John Hand (2004, pp. 131–32) lists six versions of The Met's painting, none of which is an exact copy. The variations of the composition and the painting style of these suggest that they were not painted directly in Joos’s workshop. In any event, Joos did not have any assistants between 1511 and 1516, his first five years in Antwerp. The serial production of Holy Family paintings in Joos’s workshop are from a later period, mostly after 1525.
Maryan W. Ainsworth 2018
[1] For a more detailed discussion of Joos van Cleve’s biography and works, see Hand 2004 and Leeflang 2011.

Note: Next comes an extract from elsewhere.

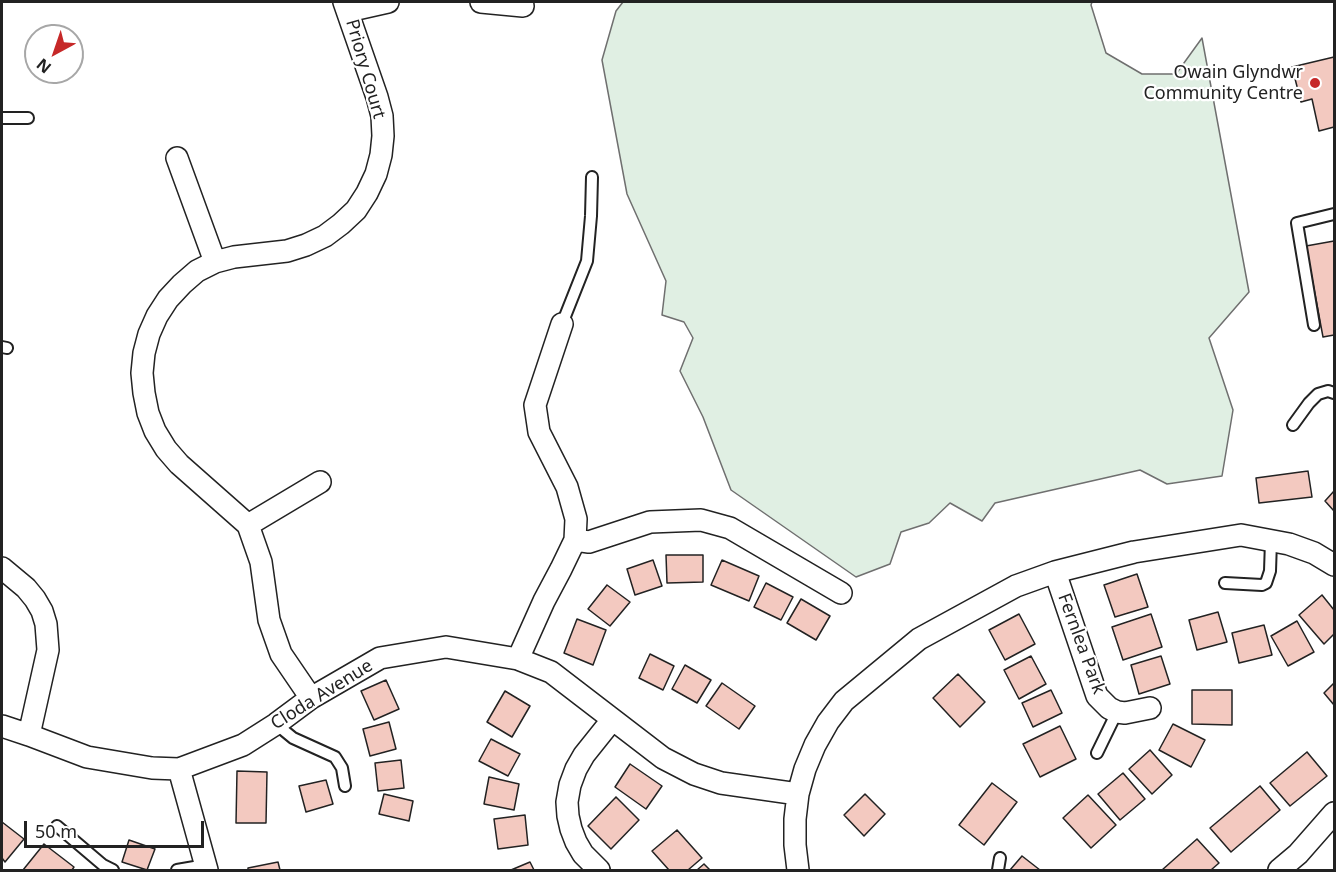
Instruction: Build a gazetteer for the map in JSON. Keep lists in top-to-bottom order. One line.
{"streets":{"street":["Priory Court","Fernlea Park","Cloda Avenue"]},"crossings":[["Priory Court","Cloda Avenue"]],"places":["Owain Glyndwr Community Centre"],"scale_bar":"50 m","north":"bottom left"}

[2] Marjory Bolger Foster, “The Iconography of Saint Joseph in Netherlandish Art 1400-1500,” Ph.D. thesis, University of Kansas, 1978, pp. 60–63.
[3] Guy-M. Bertrand, “La ‘Summa de donis Sancti Josephi’ de Isidore de Isolanis, O.P.,”
Cahiers de Joséphologie 8, no. 2 (1960), pp. 219–49.
[4] Joos’s
Virgin and Child (private collection), discussed above, also shows an underdrawing limited to the contours of the figures, as it too copies a known model, in this case a Robert Campin prototype. See Leeflang 2015, p. 70, fig. 2.54.
[5] For the most recent discussion of Gerard David’s
Holy Family, see Peter van den Brink in Christie’s Old Masters auction catalogue, July 5, 2018, pp. 126–33, no. 31. Gerard David joined the Antwerp painters’ guild in 1515 in order to sell paintings there, although he apparently never moved his workshop from Bruges.